Wilber's method and model also attempts to respond to and integrate the contemporary extreme postmodern relativism which sees no way to rank differing worldviews and sciences, and has left contemporary knowledge and society directionless and fragmented. Wilber's model strives to preserve the unique truths of disparate disciplines, while integrating them within a hierarchical model that identifies the natural evolutionary tendencies that characterize the development of matter, life, mind and spirit. In this way his integral vision is an advance over postmodern relativism and the fragmented specialization of the contemporary academy.

The book examines his work in two ways. First, I make good on my claim that he does not actually use the method of orienting generalizations by providing the evidence that in each of the subject areas that Wilber discusses - the natural sciences, developmental psychology, social evolution, western history, postmodernism, mysticism - the orienting generalizations are highly debatable and have widely varying degrees of validity. By examining his sources such as Piaget, Habermas, Charles Taylor, Jacques Derrida, A.O. Lovejoy and the fields in which they participate, I show the extensive and contentious debates surrounding the supposedly already-agreed-upon knowledge that Wilber uses to construct his integral framework.

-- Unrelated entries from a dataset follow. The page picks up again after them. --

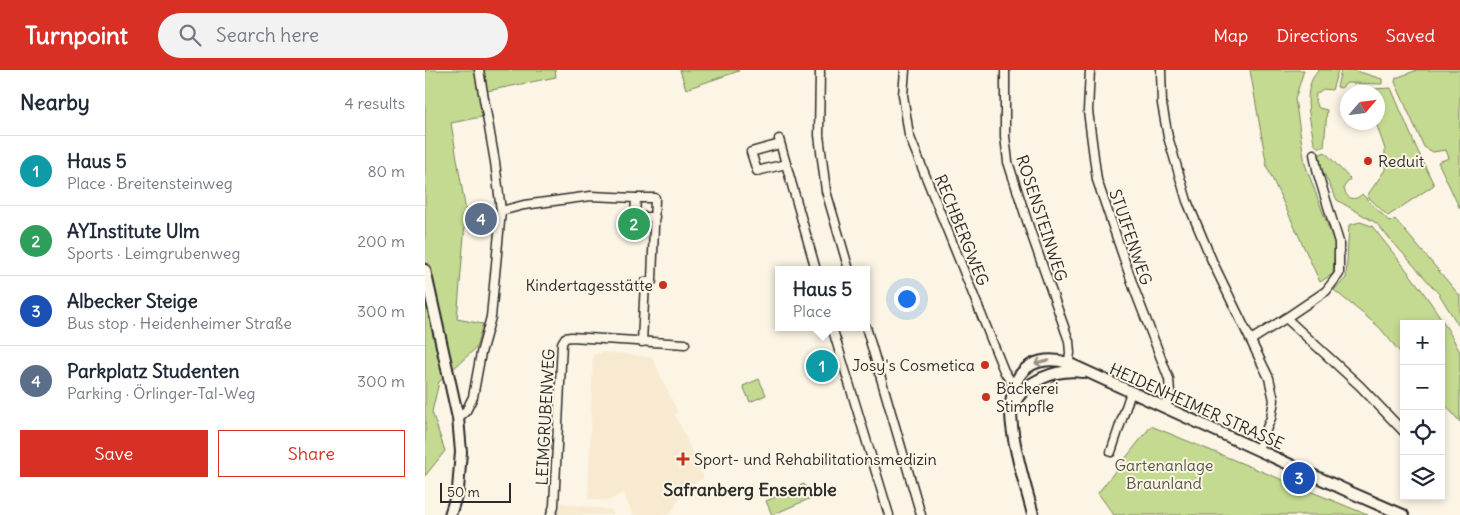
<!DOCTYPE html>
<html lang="en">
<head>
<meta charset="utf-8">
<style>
  :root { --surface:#fff; --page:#f2f2f3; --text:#1f2937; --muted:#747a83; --line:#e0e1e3; --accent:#d93025 }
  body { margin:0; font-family:Delius,sans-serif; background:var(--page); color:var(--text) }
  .controls { position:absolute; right:15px; bottom:15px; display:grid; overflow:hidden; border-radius:0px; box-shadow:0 2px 8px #0003 }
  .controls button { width:45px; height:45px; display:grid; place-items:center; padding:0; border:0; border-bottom:1px solid var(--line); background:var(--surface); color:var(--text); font:25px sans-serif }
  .compass { position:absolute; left:915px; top:15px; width:45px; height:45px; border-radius:50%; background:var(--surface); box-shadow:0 2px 8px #0003; rotate:62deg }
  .scale { position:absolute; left:15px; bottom:12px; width:71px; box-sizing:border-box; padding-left:5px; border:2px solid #2b2b2b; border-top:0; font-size:14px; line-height:18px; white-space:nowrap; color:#2b2b2b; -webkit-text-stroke:4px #fcf5e5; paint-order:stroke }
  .you { position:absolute; left:481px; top:228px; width:18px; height:18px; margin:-12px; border:4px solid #fff; border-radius:50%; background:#1a73e8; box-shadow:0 0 0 8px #1a73e833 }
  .badge { display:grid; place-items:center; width:32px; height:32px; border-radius:50%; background:var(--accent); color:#fff; font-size:16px; font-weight:700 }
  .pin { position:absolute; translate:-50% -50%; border:2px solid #fff; box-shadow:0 1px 5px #0006 }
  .popup { position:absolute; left:350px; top:196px; width:95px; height:65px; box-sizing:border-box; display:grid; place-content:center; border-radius:0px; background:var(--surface); filter:drop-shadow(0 1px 4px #0005); font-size:16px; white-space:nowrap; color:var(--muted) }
  .popup b { font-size:19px; color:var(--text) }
  .popup::after { content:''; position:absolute; left:50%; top:100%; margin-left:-10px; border:10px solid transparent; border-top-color:var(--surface) }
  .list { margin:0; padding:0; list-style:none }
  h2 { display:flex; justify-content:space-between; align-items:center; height:65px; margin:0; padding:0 20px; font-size:21px }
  h2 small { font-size:16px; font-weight:400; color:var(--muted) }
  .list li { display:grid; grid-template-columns:32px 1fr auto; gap:15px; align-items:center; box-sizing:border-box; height:70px; padding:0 20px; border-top:1px solid var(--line) }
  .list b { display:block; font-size:19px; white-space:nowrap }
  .list p { margin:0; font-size:16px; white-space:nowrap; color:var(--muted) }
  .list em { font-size:16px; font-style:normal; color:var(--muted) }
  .actions { display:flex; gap:10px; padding:15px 20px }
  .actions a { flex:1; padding:11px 0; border:1px solid var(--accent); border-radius:0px; text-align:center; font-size:18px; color:var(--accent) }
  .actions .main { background:var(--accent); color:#fff }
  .icon { flex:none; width:28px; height:28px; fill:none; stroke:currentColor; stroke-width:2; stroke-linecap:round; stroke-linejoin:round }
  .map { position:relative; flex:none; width:1035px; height:445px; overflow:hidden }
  header { display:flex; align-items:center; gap:30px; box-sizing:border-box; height:70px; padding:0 25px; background:var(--accent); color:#fff }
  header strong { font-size:24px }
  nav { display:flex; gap:28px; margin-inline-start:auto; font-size:18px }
  .search { width:350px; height:45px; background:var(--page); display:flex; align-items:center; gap:12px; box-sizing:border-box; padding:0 18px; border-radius:28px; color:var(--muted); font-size:19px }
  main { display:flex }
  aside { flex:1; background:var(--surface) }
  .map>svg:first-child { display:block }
  .built { fill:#f8ead1 }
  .green { fill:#c4da90; stroke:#78825e }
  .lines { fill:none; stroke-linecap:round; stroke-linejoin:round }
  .minor-casing { stroke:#2b2b2b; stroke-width:11 }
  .secondary-casing { stroke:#2b2b2b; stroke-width:14 }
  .minor { stroke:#fcf5e5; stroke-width:8 }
  .secondary { stroke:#fcf5e5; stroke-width:10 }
  .oneway { stroke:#949088 }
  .poi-dot { fill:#c8321e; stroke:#fcf5e5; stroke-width:2 }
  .labels { text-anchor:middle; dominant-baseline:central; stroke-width:4; stroke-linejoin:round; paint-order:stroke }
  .poi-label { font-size:16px; fill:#2b2b2b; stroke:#fcf5e5; text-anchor:start }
  .street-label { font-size:16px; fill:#2b2b2b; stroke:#fcf5e5 }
  .park-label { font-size:16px; fill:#515744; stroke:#fcf5e5 }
  .neighbourhood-label { font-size:18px; font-weight:bold; fill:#2b2b2b; stroke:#fcf5e5 }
</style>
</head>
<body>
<header>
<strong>Turnpoint</strong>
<div class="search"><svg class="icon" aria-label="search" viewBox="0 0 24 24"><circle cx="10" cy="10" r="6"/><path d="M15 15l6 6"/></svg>Search here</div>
<nav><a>Map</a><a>Directions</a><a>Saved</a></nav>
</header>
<main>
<aside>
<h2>Nearby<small>4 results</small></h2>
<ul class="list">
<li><span class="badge" style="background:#0f9aa8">1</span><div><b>Haus 5</b><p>Place · Breitensteinweg</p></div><em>80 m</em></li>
<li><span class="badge" style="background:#2e9e5b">2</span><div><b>AYInstitute Ulm</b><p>Sports · Leimgrubenweg</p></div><em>200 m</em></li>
<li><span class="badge" style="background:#1a4fb4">3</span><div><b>Albecker Steige</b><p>Bus stop · Heidenheimer Straße</p></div><em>300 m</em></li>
<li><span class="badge" style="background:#5c6f8a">4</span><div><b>Parkplatz Studenten</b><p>Parking · Örlinger-Tal-Weg</p></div><em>300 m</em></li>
</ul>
<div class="actions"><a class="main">Save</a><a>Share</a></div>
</aside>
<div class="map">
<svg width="1035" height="445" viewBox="0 0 1035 445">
  <rect width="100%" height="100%" fill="#fcf5e5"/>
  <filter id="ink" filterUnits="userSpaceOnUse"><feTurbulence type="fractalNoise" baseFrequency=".02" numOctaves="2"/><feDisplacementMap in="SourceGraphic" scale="10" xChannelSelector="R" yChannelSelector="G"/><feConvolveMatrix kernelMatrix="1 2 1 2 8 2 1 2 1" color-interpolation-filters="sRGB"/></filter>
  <g filter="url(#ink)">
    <!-- built -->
    <g class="built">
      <path d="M177 282 227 287 252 341 251 346 279 408 267 414 257 424 246 443 243 445H208L198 422 184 431 163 429 168 285Z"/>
      <path d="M136 433 187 440 188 445H132Z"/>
    </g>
    <!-- green -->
    <g class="green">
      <path d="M0 0H52L61 46 26 53 41 142 32 249 58 254 51 278 14 312 7 342 20 381 0 406Z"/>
      <path d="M59 0H130L131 7 62 21Z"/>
      <path d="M255 0H313L314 1 261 19Z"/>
      <path d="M825 0H879L870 29 880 94 910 175 908 204 895 212 842 97Z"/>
      <path d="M894 0H913L907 20 898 19 891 24 890 32 894 38 902 40 899 77C894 78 891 77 889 73 886 51 875 18 894 0Z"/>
      <path d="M916 0H928L957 9V14L922 13 916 18 912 17Z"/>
      <path d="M992 0H1035V139L1013 92 1024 88 1021 80 1008 82 999 77 970 12 971 8Z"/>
      <path d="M966 18 991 77 1009 115 963 146 942 126 960 100V79L951 53 952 52V22H927L928 20Z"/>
      <path d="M900 82 925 109 919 117C920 129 930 132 937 124L965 152 970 149 1035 226V258L1014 224 951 153 912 130 894 93 895 84Z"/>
      <path d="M935 152 947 156C978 196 1012 235 1035 282V352L1016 330V254H979V287L954 257 909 220 921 208 924 155Z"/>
      <path d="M334 309 341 325 325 332 318 316Z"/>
      <path d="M726 356 943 445H689L673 423Z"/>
      <path d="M379 414 386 428 347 445 341 431Z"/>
    </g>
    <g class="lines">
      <!-- minor casing -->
      <g class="minor-casing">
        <g id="minor">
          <path d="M480 0 478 25 484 65 579 301 592 321"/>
          <path d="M580 0V66L583 92 606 163 644 271 645 283 643 297"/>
          <path d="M665 0 663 41 672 110 710 221 744 309 745 322 741 337"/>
          <path d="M736 0 737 34 743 67 762 131 788 193 844 308 849 330 846 348 833 379"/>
          <path d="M395 1 394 65 401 121 424 200"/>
          <path d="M354 69 391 200"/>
          <path d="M355 74 326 82 332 101 361 94"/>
          <path d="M76 141 99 135 166 126 211 128"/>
          <path d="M861 248 901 221 914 204V172L893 104 889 84"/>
          <path d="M407 257 464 445"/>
          <path d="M441 257 496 445"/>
          <path d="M826 270 861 248 935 316 979 362"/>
          <path d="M217 272 220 212 227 211 230 128H211L210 147H230"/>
          <path d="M33 348 41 341 48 327 56 283 66 247 76 141 70 92 54 0"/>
          <path d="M686 382 706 322"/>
          <path d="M126 445 129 436 137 273 140 268 146 267 260 274"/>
        </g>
      </g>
      <!-- secondary casing -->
      <g class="secondary-casing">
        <g id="secondary">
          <path d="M0 200 33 348 36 382 35 394 33 420 25 445"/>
          <path d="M588 336C599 311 631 298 658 302"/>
          <path d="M608 445C600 409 564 319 606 295 618 289 630 289 643 293L927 423 978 445"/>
        </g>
      </g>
      <!-- minor -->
      <use href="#minor" class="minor"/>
      <!-- secondary -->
      <use href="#secondary" class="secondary"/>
    </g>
    <!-- one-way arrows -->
    <defs><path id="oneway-shaft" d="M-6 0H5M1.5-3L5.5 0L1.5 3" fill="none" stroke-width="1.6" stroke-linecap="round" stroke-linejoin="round" transform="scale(1.25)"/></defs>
    <use class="oneway" href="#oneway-shaft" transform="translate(617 292) rotate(167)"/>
  </g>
  <!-- markers -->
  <g class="poi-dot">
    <circle cx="943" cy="91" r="5"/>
    <circle cx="238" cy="215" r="5"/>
    <circle cx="560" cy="295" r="5"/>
    <circle cx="561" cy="327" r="5"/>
    <path d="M255.5 381.5h5v5h5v5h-5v5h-5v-5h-5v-5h5z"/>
  </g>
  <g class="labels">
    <!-- poi labels -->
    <g class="poi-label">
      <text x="953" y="91">Reduit</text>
      <text x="228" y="215" text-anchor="end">Kindertagesstätte</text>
      <text x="550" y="295" text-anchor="end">Josy's Cosmetica</text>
      <text x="571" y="318">Bäckerei<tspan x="571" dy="18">Stimpfle</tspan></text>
      <text x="269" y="389">Sport- und Rehabilitationsmedizin</text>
    </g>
    <!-- street labels -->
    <g class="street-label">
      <text transform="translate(617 148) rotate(72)">ROSENSTEINWEG</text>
      <text transform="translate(537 160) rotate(68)">RECHBERGWEG</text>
      <text transform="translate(706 167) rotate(71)">STUIFENWEG</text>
      <text transform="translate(772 336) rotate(24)">HEIDENHEIMER STRASSE</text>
      <text transform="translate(120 347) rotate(-87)">LEIMGRUBENWEG</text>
    </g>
    <!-- park labels -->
    <g class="park-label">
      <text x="739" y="395">Gartenanlage<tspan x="739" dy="18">Braunland</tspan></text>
    </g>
    <!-- neighbourhood labels -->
    <g class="neighbourhood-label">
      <text x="325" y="419">Safranberg Ensemble</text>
    </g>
  </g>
</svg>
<div class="controls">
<button>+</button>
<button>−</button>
<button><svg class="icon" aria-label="locate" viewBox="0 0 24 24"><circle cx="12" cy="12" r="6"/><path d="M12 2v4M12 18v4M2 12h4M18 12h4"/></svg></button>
<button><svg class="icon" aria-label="layers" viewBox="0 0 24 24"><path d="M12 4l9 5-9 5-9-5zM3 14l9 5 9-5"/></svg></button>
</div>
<svg class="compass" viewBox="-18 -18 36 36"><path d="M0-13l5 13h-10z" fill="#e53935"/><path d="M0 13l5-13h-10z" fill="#747a83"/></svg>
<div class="scale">50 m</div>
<div class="you"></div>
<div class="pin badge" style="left:397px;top:296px;background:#0f9aa8">1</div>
<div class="popup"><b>Haus 5</b>Place</div>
<div class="pin badge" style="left:209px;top:154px;background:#2e9e5b">2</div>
<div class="pin badge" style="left:874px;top:408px;background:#1a4fb4">3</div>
<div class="pin badge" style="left:56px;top:149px;background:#5c6f8a">4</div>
</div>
</main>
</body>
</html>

Showing that the pillars of his integral framework are not the orienting generalizations of the major scientific disciplines is not the same as showing that they are false. So secondly, I examine the validity of the arguments Wilber derives from his sources in each of the major areas he discusses. The focus here is on the evidence for his assertions, the logic of his arguments and the assumptions and problems of evolutionary and developmental models.

My critique of Wilber's synthesis then examines his methodology. I claim that he does not actually use his own method of orienting generalizations and I describe the actual method he uses in its stead. I further show why any such method is unworkable at all. In the philosophical section, I explicate Wilber's unstated philosophical assumptions and show how they are both problematic in themselves and prejudiced against differing philosophical commitments which, because they contradict Wilber's assumptions, are excluded from his inclusive synthesis.

After demonstrating the problems with Wilber's sources and arguments, I then present a different path available to those who esteem both rationality and self-development. One part of that path follows rationality to its limits and suggests that this is an avenue to non-dual truths. Another part of the path explores the psychological underpinnings of belief and shows how that exploration can alter truth and objectivity, and has the potential to create more successful debate and self-knowledge.

I then illustrate this examination of the psychological causes of belief by asking why Wilber constructs the system that he does. If, as I have shown, it does not fit the facts and so does not derive its existence from what is the case, from where does it come? Using Wilber's journals and other sources I examine the psychological causes of his particular take on reality and the psychological purposes it serves. This provides insight into how intellectual blind spots operate and what perspectives get left out of his synthesis as a result. A conclusion assesses the positive and negative aspects of Wilber's thinking.


[1] Visser, Frank, Ken Wilber: Thought as Passion, (Albany: SUNY Press, 2003).

[2] Ken Wilber, “Do Critics Misrepresent My Position?,” at

[3] Ken Wilber, Sex, Ecology, Spirituality, (Boston: Shambhala Publications, 1995). Will be referred to as SES throughout the book.

[4] See Michael Zimmerman, “A Transpersonal Diagnosis of the Ecological Crisis,” ReVision, 18(4) and “On Transpersonal Ecology,” ReVision, 19(2). Also P. Wright, “Gender issues in Ken Wilber's transpersonal theory,” ReVision, 18(4) and “Difficulties with integrating the feminine,” ReVision, 19(2).